Composition rules for artists that you just cannot ignore

The composition is the placement of elements in a manner which pleases the eye.

Compositional techniques help in creating an aesthetically pleasing art where the elements are balanced.

The composition can be achieved with several techniques such as

Rule of Thirds

Divide the image into a grid of 3 rows and 3 columns.

If we place the essential elements of our object on any of these lines then our composition is more pleasing to the eye.

In intersection points of the lines are also very good places to place essential elements of our elements.
In this painting by John Singer Sargent, there are 2 essential elements.
The aeroplane which has crashed is in the background and the people in the foreground.
The painting was created in 1918 and has a view over the fields with a crashed aircraft. Two labourers are gathering the crop into bundles. A man is working with a scythe busy in his work.
In this painting, the crashed aeroplane is placed at an intersection point at the upper right portion and the figures are placed at an intersection point at the lower-left portion.

One of the most famous paintings by Vincent van Gogh, The Starry Night uses the rule of third.
The focus is on the swirls on the top and to the tree.

Rule of Odds

Having an odd number of elements instead of an even number makes the art more pleasing to the eye.
The idea being that an even number of elements would produce symmetry which would appear less interesting whereas an odd number of elements would make the art more dynamic.

Rule of Space

The rule of space relates to movement, it is an illusion created to indicate movement. For instance, if the artist draws a runner then adding white space in front rather than behind would indicate movement.
If our elements contain people (who are walking or running), cars or anything else which is moving it is important to give them space to move.
This is the rule of space.

Rule of Simplification

The rule of simplification says avoid to the clutter, make the main elements more bright while simultaneously increasing the detailing.
Whereas for the background increase the darkness and decrease the detailing.
This will bring the main element in focus.

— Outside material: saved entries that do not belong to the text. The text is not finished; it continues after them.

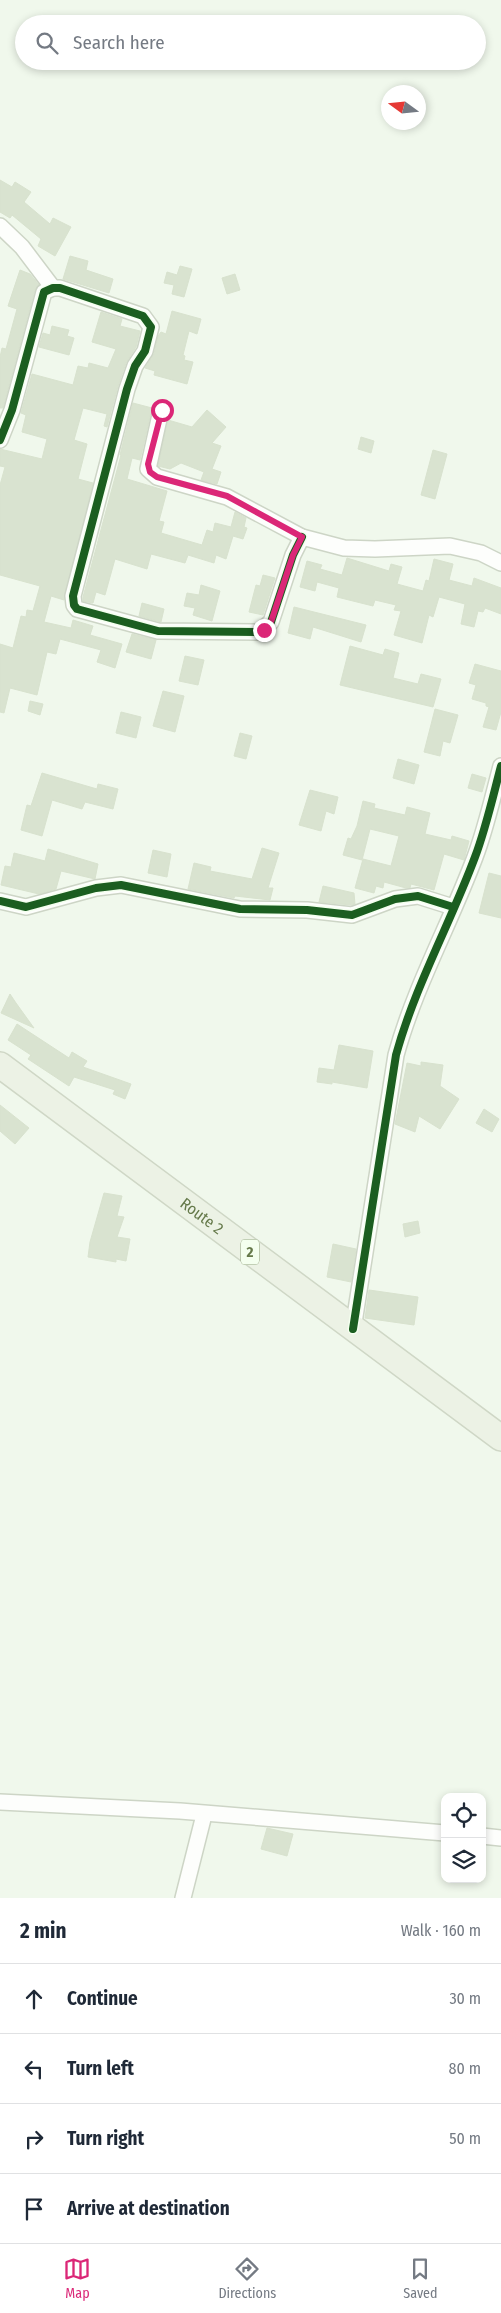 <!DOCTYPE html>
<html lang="en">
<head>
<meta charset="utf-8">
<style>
  :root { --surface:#fff; --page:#f2f2f3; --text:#1f2937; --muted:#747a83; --line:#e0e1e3; --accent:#db2777 }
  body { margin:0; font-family:"Fira Sans Condensed",sans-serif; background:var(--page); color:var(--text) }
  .controls { position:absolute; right:15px; bottom:15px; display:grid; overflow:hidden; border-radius:10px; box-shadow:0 2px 8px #0003 }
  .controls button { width:45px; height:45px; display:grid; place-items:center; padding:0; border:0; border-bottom:1px solid var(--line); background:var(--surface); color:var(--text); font:25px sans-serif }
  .compass { position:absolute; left:381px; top:85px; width:45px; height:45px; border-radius:50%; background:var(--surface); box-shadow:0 2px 8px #0003; rotate:285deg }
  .stop { position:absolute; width:15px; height:15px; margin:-11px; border:4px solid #db2777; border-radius:50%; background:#fff }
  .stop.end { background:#db2777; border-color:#fff; box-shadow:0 1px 5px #0008 }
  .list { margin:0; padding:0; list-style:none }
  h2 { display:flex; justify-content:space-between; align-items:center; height:65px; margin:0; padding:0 20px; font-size:21px }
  h2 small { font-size:16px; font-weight:400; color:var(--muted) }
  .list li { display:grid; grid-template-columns:32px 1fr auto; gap:15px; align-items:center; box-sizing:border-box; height:70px; padding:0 20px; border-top:1px solid var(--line) }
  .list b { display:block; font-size:19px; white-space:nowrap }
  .list em { font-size:16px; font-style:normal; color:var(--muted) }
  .icon { flex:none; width:28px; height:28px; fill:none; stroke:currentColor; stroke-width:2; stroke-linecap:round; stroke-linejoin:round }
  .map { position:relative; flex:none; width:501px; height:1898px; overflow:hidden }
  .search { position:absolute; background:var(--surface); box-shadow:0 2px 8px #0003; left:15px; right:15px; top:15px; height:55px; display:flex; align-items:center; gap:12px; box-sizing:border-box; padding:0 18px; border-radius:28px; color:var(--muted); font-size:19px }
  .sheet { height:345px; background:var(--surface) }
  nav { display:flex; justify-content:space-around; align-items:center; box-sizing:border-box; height:70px; border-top:1px solid var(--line); background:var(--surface); font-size:14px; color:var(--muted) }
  nav a { display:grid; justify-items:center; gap:2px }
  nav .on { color:var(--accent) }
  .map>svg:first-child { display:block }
</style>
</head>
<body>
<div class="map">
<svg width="501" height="1898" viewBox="0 0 501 1898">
  <rect width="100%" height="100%" fill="#f0f8ec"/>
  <!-- building -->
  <g fill="#d9e3d0" stroke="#d8e2ce">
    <polygon points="0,180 12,187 15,182 31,192 24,202 50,224 53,218 71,227 55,256 38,246 41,239 12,215 10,218 0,212"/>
    <polygon points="70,256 88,261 86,270 113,279 109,293 63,279"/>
    <polygon points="180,266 192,269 184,297 172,294 174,285 164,283 167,272 177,275"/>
    <polygon points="20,270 30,274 39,285 35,290 3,408 0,408 0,357 2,348 6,349 17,309 8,306"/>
    <polygon points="235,274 240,290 227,294 222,278"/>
    <polygon points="172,311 201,319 197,334 189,331 183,355 185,356 184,360 193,362 187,384 154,375 155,371 145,368 154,354 158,336 161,332 166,334"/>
    <polygon points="101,312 122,319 120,326 140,331 136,347 126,363 118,386 107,427 104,426 107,414 83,408 74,440 87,444 78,479 93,483 64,600 51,596 44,622 71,628 73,620 93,626 90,635 122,644 115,668 97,662 101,650 60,639 56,654 47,652 37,695 10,688 4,713 0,712 0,644 13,648 21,616 26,617 27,610 33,611 40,586 0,575 0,485 5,467 0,466 0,449 42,459 47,439 22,432 26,415 21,413 32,374 73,385 78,366 88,368 89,363 108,368 116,349 92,342"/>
    <polygon points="52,326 69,330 67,336 74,338 69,355 39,347 43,333 50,335"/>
    <polygon points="133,403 152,408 140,460 132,458 127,479 167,491 159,521 164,522 161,533 202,545 207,530 213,532 215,523 231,527 235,512 246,518 244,527 247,528 243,539 233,536 226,559 216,555 214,563 188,555 185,563 151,554 147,569 115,559 105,595 96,592 93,603 83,601 83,597 121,455 120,455"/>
    <polygon points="207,410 226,427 212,443 221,446 212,469 221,472 217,484 201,480 204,472 181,463 170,469 158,466 168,420 192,427"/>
    <polygon points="361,437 374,441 371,453 358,449"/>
    <polygon points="433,450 447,454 435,499 421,495"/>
    <polygon points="347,558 389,571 391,564 402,567 397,584 423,591 426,580 429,581 434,559 453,564 449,580 472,586 474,578 501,588 501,614 485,608 483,612 478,611 474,627 461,624 465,604 439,597 433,617 429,615 422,643 394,635 401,611 394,610 396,605 375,600 373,606 337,597 339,588 317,582 315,591 300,587 307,561 322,565 320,569 342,575"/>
    <polygon points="263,575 275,578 263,615 249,612 256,585 260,586"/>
    <polygon points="201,585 220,591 212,621 193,615 195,608 184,606 187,593 199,595"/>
    <polygon points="142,603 164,609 161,622 139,616"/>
    <polygon points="294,607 366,625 361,642 313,627 310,639 288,633"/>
    <polygon points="132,634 156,640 151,659 126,652"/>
    <polygon points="350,646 383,655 385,649 399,653 393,678 418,684 421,674 441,679 433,707 340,685"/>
    <polygon points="185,656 204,660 198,685 179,681"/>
    <polygon points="475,664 501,671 501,712 496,730 483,727 489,707 486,706 486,703 472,699 476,685 469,683"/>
    <polygon points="163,691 184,696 175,732 153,726"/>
    <polygon points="30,701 43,704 40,715 28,711"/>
    <polygon points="435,709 458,715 450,743 443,741 440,756 424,752"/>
    <polygon points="121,712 141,717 136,738 116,733"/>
    <polygon points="240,733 252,736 246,759 234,756"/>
    <polygon points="398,759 419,765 414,784 393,778"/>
    <polygon points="42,773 97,789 98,784 118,789 113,809 85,802 82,809 52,800 42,836 21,830 27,805 31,806"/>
    <polygon points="472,774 486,778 482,792 468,788"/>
    <polygon points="310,790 338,797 334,814 326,811 321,831 299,825"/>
    <polygon points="363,801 375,804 374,808 405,815 407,807 430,813 425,834 451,840 452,836 469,841 464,860 444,854 434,890 411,884 410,888 406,888 384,882 383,888 376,886 374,893 355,888 363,859 391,866 399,836 370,829 362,860 343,855 348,838 351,839 357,826"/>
    <polygon points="262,848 279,853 268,888 273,888 270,900 235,896 234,898 188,889 194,863 211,867 210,871 252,879"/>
    <polygon points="48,849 98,864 95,879 61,871 56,889 39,894 1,885 5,866 11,867 14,853 45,861"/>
    <polygon points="153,850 171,854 167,877 148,873"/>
    <polygon points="489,873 501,876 501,918 479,913"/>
    <polygon points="323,886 354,893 355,904 351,905 319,902"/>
    <polygon points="10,994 16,1003 34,1028 1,1013"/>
    <polygon points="17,1024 69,1058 72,1052 87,1061 83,1067 131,1084 125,1099 113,1094 115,1090 74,1077 69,1086 28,1059 31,1055 8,1040"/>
    <polygon points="339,1045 373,1051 367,1088 332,1082 332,1084 317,1082 319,1068 334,1070"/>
    <polygon points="421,1062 443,1065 440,1086 459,1099 440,1129 419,1116 415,1132 395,1124 407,1063 421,1066"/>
    <polygon points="0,1105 29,1128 15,1144 0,1131"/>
    <polygon points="484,1109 499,1119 492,1132 476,1123"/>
    <polygon points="104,1193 122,1196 117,1216 124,1217 117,1237 130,1239 126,1261 116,1259 116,1262 88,1257 90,1242"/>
    <polygon points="418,1221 420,1233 405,1237 403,1224"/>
    <polygon points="333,1244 356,1249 351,1282 327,1277"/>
    <polygon points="369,1290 418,1297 414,1325 365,1318"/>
    <polygon points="267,1828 293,1834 287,1856 261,1849"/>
  </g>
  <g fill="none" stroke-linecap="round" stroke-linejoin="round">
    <!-- minor casing -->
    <g stroke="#cdd5c6" stroke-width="18">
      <g id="minor">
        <polyline points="0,226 22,247 53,288"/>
        <polyline points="161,410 148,469 157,477 227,497 302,537 344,548 375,549 450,546 481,553 501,563"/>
        <polyline points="0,440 12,410 44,292 53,288 60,288 143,316 151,327 145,351 135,366 127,389 73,596 74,605 77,609 158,631 259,632 271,622 293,555 302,537"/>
        <polyline points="0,901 26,907 96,888 121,885 240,909 307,910 352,915 395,899 418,896 453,907"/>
        <path d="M 353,1329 L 396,1055 C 415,986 450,924 475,857 C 486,828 493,796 501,766"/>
        <polyline points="0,1802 180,1811 445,1833"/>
        <polyline points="482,1836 501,1838"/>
        <polyline points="183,1898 204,1815"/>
      </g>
    </g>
    <!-- trunk casing -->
    <g stroke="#cfd7c6" stroke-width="28">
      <g id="trunk">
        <path id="s1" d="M 0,1065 L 501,1438"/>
      </g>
    </g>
    <!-- minor -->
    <use href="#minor" stroke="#fdfefc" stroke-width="15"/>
    <!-- trunk -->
    <use href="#trunk" stroke="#ecf2e5" stroke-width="25"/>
    <!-- cycleway casing -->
    <g stroke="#f4ffef" stroke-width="11">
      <g id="cycleway">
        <polyline points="0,440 12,410 44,292 53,288 60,288 143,316 151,327 145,351 135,366 127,389 73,596 74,605 77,609 158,631 259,632 271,622 293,555 302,537"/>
        <polyline points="0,901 26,907 96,888 121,885 240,909 307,910 352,915 395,899 418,896 453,907"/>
        <path d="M 353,1329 L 396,1055 C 415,986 450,924 475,857 C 486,828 493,796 501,766"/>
      </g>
    </g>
    <!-- cycleway -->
    <use href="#cycleway" stroke="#1b5e20" stroke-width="8"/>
  </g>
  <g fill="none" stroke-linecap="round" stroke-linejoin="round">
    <!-- route -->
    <polyline stroke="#db2777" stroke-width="6" points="162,410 148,464 150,472 157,477 227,496 302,537 293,555 271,622 264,630"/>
  </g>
  <g text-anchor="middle" stroke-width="5" stroke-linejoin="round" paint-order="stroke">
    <!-- shield labels -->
    <rect fill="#f4ffef" stroke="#90a17c" stroke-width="1" x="241" y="1239.5" width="18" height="25" rx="4"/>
    <g font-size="15" font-weight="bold" fill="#65794a">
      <text x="250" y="1257">2</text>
    </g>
    <!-- street labels -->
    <g font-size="16" fill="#65794a" stroke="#f4ffef">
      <text dy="6" stroke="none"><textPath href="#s1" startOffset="252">Route 2</textPath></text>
    </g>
  </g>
</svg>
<div class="controls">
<button><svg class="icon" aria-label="locate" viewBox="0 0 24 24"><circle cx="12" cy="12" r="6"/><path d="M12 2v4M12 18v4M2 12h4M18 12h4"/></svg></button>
<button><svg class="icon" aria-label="layers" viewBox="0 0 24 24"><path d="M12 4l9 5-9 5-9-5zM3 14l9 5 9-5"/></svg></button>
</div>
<svg class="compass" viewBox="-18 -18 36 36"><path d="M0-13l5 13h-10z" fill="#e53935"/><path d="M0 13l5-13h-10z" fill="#747a83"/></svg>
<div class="stop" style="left:162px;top:410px"></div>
<div class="stop end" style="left:264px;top:630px"></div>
<div class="search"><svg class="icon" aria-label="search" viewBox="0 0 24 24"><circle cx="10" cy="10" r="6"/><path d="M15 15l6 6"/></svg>Search here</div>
</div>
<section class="sheet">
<h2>2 min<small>Walk · 160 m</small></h2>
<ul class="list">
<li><svg class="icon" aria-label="ahead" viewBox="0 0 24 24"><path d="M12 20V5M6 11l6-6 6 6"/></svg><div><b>Continue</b></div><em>30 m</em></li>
<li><svg class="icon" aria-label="left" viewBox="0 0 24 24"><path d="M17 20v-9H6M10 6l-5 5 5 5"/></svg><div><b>Turn left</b></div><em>80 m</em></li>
<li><svg class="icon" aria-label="right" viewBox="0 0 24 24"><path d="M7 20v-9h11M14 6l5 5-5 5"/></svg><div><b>Turn right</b></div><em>50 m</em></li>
<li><svg class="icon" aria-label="arrive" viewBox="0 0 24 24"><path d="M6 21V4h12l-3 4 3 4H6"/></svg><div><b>Arrive at destination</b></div></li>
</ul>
</section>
<nav>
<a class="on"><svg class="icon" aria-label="map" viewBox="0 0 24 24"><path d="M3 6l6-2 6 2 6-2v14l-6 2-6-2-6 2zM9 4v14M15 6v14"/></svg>Map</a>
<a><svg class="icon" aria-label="directions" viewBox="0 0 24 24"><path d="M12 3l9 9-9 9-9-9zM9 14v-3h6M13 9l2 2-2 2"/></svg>Directions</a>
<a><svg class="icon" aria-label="saved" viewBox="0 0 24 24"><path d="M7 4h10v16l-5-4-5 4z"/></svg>Saved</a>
</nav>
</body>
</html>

This painting done in 1884 by John Singer Sargent is a portrait of Edith Vickers and her husband Albert.
The flowers, glass and silver are beautifully painted with great detail. Edith is painted with great detail whereas her husband is only partially represented.
The detail in the background is very small compared to the rest of the painting.

Rule of Placement

Elements placed in perfect order by size and distance are not pleasing to the eye.
Consider this placement.

Now let us rearrange this order and place it differently


Avoid patterns to create a natural composition.

Avoid anything that looks staged, uniform or symmetrical.

Of course, rules are meant to be broken and there is no rule which says that your composition will look un-aesthetic if you have broken these rules. Maybe you can make your own rules.